The two of them paused for a moment — a moment’s half-time. And in the pause we heard the twins shouting, happy and strident and splashy, in the bath on the floor beneath us, their excited cries barging into the angry silence of the attic. Helen came out of the little doorway, straightening her skirt and blouse. Then she started up again, a skilful player getting the ball off straight away in the second half.
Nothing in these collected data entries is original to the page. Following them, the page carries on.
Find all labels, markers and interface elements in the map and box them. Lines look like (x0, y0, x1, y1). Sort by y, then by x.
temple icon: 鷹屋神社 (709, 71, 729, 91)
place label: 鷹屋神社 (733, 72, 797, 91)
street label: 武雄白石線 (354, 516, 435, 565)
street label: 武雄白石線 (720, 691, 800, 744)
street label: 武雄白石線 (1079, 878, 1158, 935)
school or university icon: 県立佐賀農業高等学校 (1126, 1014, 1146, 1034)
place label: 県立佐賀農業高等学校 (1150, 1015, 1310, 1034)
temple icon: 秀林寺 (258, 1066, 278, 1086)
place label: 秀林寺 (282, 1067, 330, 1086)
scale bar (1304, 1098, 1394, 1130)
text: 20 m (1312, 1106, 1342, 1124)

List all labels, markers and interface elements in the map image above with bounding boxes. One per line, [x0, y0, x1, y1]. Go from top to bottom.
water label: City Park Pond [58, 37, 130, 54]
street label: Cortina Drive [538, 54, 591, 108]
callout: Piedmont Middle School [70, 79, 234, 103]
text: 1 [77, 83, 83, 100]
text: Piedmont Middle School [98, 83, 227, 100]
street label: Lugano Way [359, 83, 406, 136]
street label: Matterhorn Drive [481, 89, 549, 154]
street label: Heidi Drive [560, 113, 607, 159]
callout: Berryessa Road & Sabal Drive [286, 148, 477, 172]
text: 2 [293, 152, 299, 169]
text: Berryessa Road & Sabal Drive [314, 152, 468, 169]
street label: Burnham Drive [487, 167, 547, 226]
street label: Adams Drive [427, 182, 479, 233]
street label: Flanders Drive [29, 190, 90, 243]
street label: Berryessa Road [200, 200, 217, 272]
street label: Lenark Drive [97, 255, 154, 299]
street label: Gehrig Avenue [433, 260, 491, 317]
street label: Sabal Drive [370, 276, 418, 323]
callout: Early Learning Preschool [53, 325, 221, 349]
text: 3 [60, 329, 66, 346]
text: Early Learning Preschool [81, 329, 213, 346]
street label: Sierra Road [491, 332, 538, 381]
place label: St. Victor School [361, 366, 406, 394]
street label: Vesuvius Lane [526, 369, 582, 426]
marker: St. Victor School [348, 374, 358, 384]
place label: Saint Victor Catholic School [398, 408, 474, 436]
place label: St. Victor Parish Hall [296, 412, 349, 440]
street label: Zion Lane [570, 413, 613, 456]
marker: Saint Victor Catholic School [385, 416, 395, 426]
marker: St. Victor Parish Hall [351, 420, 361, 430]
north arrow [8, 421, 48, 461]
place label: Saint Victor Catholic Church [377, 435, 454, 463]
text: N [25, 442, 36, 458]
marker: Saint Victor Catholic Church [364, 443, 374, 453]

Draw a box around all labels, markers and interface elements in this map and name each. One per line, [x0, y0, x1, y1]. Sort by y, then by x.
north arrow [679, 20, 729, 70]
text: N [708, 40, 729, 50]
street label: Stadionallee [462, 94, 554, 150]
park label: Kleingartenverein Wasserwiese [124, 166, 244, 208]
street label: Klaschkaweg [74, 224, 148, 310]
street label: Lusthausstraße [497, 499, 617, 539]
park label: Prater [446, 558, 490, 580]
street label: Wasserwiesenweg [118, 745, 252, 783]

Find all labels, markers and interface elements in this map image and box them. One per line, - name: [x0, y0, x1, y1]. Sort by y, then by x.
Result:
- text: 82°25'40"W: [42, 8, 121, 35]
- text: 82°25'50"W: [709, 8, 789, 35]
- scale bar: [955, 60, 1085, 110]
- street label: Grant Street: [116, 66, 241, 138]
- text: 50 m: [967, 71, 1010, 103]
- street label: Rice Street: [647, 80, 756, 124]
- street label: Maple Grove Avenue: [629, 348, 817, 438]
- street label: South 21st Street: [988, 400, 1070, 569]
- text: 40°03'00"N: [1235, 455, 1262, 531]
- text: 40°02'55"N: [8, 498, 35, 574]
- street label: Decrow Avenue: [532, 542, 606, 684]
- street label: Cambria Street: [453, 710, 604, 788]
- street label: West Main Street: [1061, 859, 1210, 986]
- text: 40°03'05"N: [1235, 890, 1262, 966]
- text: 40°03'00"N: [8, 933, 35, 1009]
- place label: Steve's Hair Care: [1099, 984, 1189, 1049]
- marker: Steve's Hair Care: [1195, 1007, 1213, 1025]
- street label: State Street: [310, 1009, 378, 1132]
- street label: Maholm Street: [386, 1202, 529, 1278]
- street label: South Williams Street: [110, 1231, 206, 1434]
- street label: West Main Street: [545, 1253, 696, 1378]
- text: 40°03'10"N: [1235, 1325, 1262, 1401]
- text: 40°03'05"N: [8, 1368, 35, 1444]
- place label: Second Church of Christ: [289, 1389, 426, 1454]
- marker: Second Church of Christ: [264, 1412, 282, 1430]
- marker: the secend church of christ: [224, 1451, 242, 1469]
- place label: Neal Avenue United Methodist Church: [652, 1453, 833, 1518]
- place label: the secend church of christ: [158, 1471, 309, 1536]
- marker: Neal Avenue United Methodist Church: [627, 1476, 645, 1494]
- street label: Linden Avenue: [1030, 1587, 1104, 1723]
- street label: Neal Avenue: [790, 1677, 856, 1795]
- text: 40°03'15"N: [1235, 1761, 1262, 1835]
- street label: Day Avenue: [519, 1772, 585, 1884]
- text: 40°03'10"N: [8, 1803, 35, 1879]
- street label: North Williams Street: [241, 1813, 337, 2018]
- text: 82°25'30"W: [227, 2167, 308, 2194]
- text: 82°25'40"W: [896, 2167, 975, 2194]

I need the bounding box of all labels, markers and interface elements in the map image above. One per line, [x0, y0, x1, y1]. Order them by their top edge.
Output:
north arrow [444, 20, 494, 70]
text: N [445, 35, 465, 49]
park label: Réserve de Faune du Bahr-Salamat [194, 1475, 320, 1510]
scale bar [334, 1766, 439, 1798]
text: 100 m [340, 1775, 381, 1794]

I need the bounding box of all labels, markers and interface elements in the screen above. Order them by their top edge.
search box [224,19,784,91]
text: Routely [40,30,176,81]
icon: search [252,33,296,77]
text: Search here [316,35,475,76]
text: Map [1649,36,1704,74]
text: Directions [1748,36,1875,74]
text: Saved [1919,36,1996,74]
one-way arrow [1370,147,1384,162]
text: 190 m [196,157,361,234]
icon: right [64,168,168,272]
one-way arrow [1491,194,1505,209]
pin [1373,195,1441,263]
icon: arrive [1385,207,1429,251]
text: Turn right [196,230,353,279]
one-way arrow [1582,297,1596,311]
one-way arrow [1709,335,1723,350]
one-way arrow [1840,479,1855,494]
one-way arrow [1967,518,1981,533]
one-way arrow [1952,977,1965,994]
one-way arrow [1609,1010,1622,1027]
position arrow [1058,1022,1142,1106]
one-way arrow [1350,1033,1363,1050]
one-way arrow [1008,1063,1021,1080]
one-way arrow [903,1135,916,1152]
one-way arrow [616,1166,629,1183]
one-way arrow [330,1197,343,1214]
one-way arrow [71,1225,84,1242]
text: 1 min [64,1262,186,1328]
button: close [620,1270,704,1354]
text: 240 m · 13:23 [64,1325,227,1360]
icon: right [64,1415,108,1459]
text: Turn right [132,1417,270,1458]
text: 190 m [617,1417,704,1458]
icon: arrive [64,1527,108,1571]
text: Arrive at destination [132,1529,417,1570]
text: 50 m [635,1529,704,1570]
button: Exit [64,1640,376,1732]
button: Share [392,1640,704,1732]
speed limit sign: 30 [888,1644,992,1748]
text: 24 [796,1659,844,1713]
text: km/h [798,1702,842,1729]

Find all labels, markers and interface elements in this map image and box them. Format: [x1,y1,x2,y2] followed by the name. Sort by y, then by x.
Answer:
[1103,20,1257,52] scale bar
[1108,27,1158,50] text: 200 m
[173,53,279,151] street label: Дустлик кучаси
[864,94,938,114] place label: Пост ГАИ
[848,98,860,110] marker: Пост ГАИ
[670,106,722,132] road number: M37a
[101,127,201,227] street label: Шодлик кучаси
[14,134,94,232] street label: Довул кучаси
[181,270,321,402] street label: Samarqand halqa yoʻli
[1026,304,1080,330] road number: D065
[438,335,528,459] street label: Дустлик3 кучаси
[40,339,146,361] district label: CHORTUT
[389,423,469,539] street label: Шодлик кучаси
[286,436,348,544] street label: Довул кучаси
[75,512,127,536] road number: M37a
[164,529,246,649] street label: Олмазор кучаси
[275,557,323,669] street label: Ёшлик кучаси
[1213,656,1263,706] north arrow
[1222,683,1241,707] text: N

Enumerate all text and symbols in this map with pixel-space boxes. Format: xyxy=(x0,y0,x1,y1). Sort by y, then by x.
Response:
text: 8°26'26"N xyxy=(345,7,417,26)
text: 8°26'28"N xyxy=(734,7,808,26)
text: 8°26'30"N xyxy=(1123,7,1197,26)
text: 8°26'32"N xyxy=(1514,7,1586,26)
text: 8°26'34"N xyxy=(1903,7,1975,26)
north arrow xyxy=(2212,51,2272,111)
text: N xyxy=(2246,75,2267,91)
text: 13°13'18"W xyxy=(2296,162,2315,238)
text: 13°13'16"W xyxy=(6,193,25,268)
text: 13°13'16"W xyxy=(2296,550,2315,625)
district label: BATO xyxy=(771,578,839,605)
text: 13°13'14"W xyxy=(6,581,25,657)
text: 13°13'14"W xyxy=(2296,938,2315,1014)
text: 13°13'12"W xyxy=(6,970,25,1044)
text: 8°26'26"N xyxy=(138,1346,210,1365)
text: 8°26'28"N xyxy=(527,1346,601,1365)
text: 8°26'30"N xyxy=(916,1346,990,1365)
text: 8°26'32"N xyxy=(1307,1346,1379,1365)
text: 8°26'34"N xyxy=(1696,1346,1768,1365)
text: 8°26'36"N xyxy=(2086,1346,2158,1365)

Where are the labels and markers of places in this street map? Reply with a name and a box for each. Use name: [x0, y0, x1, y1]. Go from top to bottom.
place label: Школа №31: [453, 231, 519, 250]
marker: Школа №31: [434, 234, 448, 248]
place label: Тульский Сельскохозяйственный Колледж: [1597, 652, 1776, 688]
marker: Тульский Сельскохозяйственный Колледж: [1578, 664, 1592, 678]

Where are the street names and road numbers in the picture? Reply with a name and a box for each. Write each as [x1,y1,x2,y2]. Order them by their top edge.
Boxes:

‘Could you really have thought that — that I was to be your little woman forever — houseproud and bound: a showpiece in the Ideal Marriage Exhibition? That I was to live in your hand and mind, for ever and ever, Amen; by courtesy of you, and you alone, and nobody else? all absorbed — in your absorptions? My thoughts just the left-overs of yours? My life just a satellite round you? — living in the gate lodge of your grand estate: you set me up in your world with such certainty didn’t you, Guy? — like a museum piece. “Please do not touch. Only one owner” — trying to keep me and sell me at the same time. You couldn’t bear my happiness. But really all I wanted was something apart from you a little, something quite my own — to be recognised by others, to recognise myself. And instead of liking this, and being happy for my happiness, you got a lot of men to spy on me, so that you could destroy me, kill the person who’d escaped, the good thing I’d become.

‘You possessed me all right in the end, Guy — to extinction. You ate your way right through me — the old me. And there’s nothing left now but another me, a different person altogether. And I’m here in front of you. And that you won’t touch, Guy, not a bit of it, not a morsel.’

Guy walked slowly up to the end of the little street, passing above the miniature gas lamps, until he was a shadow against the shadows of Brooklyn Bridge. He cackled, a dry, throaty rattle, like a pantomime ogre. Then he cleared his throat nervously, and spoke carefully but without any feeling, a judge trying to pronounce on impossibly conflicting claims.